Exercise description | Whenever "Pessoa" appears in a line, please copy that line from the data.

** Opening Input data block **

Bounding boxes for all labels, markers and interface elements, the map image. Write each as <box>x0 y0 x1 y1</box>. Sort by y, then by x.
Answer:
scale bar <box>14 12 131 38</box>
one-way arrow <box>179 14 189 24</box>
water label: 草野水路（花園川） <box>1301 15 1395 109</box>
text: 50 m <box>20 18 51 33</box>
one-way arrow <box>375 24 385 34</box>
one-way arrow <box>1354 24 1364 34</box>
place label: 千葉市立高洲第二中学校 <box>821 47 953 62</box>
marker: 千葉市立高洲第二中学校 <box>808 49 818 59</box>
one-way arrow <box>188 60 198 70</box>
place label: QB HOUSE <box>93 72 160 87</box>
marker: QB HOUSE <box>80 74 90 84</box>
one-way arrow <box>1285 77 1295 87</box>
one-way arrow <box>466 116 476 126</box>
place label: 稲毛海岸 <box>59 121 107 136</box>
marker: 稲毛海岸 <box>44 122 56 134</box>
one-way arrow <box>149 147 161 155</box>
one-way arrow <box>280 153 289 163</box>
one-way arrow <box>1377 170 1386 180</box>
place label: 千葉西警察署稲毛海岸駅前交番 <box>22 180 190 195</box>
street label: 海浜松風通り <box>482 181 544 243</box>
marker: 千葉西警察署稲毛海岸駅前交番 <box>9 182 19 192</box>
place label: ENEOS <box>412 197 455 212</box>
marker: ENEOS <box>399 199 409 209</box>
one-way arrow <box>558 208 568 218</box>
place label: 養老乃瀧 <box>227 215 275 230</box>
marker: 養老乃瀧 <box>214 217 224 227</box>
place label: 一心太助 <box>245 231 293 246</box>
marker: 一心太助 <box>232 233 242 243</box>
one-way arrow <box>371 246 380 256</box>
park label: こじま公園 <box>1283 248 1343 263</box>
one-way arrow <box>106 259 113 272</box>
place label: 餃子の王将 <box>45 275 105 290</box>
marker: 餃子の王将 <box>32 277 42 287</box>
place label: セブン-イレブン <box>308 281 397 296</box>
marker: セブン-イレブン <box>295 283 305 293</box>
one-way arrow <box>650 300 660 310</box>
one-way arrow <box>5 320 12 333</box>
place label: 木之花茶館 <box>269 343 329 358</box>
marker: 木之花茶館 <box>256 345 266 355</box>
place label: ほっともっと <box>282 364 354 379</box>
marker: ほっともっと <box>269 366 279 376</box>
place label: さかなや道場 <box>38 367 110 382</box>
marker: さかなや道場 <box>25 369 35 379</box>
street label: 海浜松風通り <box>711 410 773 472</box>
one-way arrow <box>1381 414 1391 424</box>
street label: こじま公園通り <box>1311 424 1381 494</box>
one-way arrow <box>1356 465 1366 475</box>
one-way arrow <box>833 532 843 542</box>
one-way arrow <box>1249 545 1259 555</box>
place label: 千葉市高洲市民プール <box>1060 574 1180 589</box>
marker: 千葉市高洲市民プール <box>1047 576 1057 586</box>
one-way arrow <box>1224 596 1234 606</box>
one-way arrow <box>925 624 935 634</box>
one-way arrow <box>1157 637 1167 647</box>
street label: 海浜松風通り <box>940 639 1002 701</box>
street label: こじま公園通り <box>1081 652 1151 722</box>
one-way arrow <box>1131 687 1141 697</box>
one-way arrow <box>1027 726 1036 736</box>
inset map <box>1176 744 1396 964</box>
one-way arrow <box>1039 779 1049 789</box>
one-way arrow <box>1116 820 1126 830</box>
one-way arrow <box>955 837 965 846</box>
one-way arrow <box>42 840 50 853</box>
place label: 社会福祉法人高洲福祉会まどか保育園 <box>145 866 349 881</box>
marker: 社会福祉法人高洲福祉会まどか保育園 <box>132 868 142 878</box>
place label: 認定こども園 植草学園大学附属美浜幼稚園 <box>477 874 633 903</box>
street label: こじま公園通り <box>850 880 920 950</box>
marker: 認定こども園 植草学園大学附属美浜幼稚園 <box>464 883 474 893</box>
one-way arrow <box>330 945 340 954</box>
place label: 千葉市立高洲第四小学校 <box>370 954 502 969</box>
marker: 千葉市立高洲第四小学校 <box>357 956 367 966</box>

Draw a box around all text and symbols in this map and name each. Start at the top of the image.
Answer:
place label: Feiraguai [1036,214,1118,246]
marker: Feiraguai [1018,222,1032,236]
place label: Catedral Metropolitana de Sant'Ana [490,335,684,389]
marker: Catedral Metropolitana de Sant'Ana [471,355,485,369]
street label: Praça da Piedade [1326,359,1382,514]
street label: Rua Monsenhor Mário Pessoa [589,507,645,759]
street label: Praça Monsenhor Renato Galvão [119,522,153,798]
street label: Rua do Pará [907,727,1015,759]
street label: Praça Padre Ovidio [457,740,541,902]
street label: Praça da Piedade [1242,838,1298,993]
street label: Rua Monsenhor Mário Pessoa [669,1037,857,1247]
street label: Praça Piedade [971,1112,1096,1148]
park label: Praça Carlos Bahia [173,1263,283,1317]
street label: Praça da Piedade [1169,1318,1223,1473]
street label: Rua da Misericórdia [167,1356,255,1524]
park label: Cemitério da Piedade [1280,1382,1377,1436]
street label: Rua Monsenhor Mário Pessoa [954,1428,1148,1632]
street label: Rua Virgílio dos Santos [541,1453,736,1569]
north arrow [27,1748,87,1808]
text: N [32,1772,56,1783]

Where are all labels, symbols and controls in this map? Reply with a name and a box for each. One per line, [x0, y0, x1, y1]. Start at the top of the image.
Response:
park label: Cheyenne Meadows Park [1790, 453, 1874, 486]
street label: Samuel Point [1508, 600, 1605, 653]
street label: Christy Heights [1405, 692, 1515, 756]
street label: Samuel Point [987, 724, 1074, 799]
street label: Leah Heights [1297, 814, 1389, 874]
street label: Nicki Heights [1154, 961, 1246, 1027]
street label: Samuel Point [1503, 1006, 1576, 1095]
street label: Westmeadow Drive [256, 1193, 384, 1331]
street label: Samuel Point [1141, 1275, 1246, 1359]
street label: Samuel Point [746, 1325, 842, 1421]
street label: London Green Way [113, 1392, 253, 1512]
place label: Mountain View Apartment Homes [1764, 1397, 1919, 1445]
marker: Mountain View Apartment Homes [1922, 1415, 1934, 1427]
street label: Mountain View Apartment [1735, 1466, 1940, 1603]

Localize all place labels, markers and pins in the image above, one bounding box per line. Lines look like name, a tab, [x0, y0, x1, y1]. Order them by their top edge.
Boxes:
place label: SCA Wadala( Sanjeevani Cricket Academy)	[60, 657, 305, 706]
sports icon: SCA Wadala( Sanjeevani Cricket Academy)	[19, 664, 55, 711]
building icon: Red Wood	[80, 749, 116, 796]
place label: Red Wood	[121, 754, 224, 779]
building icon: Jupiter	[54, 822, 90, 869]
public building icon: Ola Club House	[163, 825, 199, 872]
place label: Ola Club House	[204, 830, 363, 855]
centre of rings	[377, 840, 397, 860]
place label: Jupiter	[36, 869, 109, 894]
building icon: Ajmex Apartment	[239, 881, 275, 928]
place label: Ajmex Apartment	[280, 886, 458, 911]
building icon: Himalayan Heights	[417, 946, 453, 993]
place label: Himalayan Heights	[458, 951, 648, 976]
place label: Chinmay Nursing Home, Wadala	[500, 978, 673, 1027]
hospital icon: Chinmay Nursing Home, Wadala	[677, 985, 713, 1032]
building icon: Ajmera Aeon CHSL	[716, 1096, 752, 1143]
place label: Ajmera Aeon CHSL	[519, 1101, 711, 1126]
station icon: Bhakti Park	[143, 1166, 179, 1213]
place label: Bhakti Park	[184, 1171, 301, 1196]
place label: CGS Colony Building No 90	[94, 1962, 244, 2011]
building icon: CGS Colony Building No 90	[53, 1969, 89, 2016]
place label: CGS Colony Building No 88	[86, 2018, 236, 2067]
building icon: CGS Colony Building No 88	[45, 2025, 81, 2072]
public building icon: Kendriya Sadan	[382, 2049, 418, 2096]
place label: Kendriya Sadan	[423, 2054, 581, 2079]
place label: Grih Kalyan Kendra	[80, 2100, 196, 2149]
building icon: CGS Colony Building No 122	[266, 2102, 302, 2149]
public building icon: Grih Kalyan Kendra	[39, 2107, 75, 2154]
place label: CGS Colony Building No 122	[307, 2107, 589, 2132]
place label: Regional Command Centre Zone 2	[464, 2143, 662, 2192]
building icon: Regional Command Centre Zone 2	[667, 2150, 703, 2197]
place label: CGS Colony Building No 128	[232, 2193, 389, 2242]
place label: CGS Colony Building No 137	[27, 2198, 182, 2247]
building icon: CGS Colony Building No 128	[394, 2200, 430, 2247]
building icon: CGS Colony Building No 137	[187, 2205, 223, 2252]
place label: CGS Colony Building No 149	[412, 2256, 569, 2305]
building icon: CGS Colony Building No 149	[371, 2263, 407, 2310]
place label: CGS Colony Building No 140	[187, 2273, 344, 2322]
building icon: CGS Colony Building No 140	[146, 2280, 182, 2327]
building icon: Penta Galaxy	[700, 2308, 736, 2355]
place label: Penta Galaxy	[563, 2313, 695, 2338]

** Closing Input data block **

Output below |
street label: Rua Monsenhor Mário Pessoa [589,507,645,759]
street label: Rua Monsenhor Mário Pessoa [669,1037,857,1247]
street label: Rua Monsenhor Mário Pessoa [954,1428,1148,1632]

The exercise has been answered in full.